_Exercise requirements_
If a line in the data below includes the string "rows", please return a copy of it.

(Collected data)

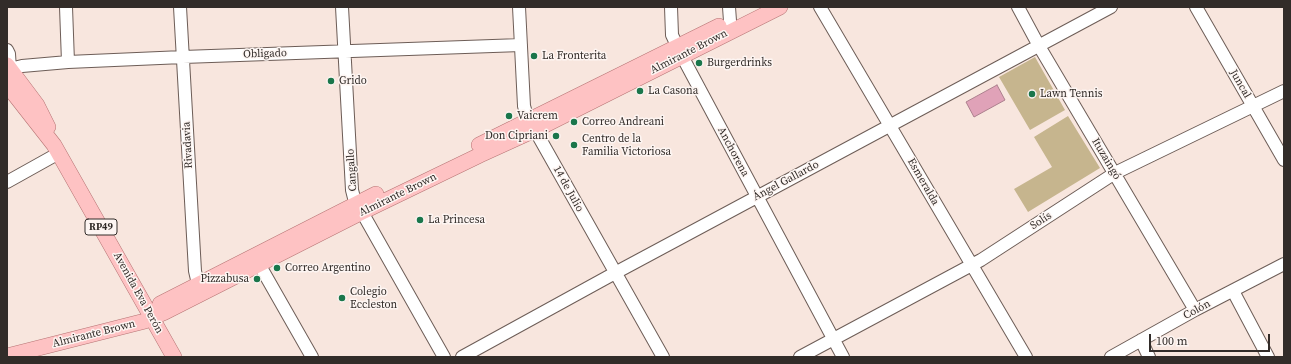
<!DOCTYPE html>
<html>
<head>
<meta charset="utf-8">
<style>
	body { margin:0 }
	#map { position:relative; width:1291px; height:364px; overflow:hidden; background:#f8e6de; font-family:"Source Serif 4",serif }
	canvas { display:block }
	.frame { position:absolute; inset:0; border:8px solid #322c29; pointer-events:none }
	.scale { position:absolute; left:1149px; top:334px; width:121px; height:18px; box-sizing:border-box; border:2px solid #322c29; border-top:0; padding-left:5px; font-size:12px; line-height:14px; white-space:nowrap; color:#322c29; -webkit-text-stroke:3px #fdf5f2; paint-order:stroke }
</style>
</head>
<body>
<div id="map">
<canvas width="1291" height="364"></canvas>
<div class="frame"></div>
<div class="scale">100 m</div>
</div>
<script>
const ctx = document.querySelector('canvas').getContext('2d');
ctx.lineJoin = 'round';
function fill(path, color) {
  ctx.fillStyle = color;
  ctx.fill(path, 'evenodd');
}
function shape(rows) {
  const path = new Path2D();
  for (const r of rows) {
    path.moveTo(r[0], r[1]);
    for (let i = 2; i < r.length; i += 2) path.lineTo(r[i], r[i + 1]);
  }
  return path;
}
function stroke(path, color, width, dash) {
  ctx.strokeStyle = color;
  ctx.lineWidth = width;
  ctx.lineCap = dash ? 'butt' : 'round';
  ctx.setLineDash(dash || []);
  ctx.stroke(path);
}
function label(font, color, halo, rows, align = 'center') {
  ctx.font = font + ' "Source Serif 4",serif';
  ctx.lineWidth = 3;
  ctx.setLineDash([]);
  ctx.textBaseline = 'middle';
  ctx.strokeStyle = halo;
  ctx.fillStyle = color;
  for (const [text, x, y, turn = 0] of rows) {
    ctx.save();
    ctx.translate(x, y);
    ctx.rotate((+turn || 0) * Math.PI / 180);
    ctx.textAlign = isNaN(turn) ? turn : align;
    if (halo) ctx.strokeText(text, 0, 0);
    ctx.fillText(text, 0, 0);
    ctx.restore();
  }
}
fill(shape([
	[1035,57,1065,110,1030,130,999,77],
	[1068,116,1100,168,1028,212,1014,189,1052,167,1034,137]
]), '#c6b58e');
const water = shape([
	[997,85,1005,100,974,117,966,102,997,85]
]);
fill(water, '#e0a2b8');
stroke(water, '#ac7f8d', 1);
const minor = shape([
	[66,7,68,62],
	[180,7,195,271,198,284],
	[342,7,352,190,354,198,444,357],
	[519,7,524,106,528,120,535,130,663,357],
	[671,7,672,35,682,56,843,357],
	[729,7,730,21],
	[820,7,1026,357],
	[1018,7,1039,46,1195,310],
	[1196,7,1284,160],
	[7,50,9,54,10,69,22,66,68,62,183,57,521,45],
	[7,182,59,153],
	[255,257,312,357],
	[1233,291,1268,357],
	[1141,340,1149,357],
	[462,357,615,273,1111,7],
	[800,357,981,260,1115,173,1284,91],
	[1111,357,1195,310,1284,264]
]);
const major = shape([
	[7,65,37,105,48,127],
	[7,85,54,145,174,357],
	[479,145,719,26],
	[160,304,376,194],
	[7,356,145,321,163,313,362,212,480,155,535,130,780,7]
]);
stroke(minor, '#6d5d57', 14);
stroke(major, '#b67373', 16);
stroke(minor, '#fff', 12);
stroke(major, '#fec2c3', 15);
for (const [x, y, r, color] of [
	[534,56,4,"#1a764b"],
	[699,63,4,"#1a764b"],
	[331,81,4,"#1a764b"],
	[640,91,4,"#1a764b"],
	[1032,94,4,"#1a764b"],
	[509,116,4,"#1a764b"],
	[574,122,4,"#1a764b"],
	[556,136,4,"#1a764b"],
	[574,145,4,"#1a764b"],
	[420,220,4,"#1a764b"],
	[277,268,4,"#1a764b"],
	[257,279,4,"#1a764b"],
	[342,298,4,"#1a764b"]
]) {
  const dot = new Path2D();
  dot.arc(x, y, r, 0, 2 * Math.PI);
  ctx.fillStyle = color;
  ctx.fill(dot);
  stroke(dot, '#fdf5f2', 1.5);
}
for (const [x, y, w] of [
	[101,227,32]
]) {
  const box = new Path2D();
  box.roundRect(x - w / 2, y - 8, w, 16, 3);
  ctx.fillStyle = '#fdf5f2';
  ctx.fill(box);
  stroke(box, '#322c29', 1);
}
label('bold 10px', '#322c29', null, [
	["RP49",101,227]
]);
label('11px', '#322c29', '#fdf5f2', [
	["Almirante Brown",689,52,-27],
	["Obligado",265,54,-2],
	["Juncal",1240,84,60],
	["Rivadavia",188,145,-93],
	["Anchorena",733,152,62],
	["Ituzaingó",1106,159,59],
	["Cangallo",352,170,-94],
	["Ángel Gallardo",786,181,-28],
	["Esmeralda",923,182,60],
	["14 de Julio",568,189,61],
	["Almirante Brown",398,195,-26],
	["Solís",1041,221,-33],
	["Avenida Eva Perón",138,293,61],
	["Colón",1197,310,-28],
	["Almirante Brown",94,334,-14]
]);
label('11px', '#322c29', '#fdf5f2', [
	["La Fronterita",542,56],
	["Burgerdrinks",707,63],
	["Grido",339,81],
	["La Casona",648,91],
	["Lawn Tennis",1040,94],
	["Vaicrem",517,116],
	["Correo Andreani",582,122],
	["Don Cipriani",548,136,"right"],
	["Centro de la",582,139],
	["Familia Victoriosa",582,152],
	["La Princesa",428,220],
	["Correo Argentino",285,268],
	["Pizzabusa",249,279,"right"],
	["Colegio",350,292],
	["Eccleston",350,305]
], 'left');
</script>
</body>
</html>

_Written solution_
function shape(rows) {
  for (const r of rows) {
function label(font, color, halo, rows, align = 'center') {
  for (const [text, x, y, turn = 0] of rows) {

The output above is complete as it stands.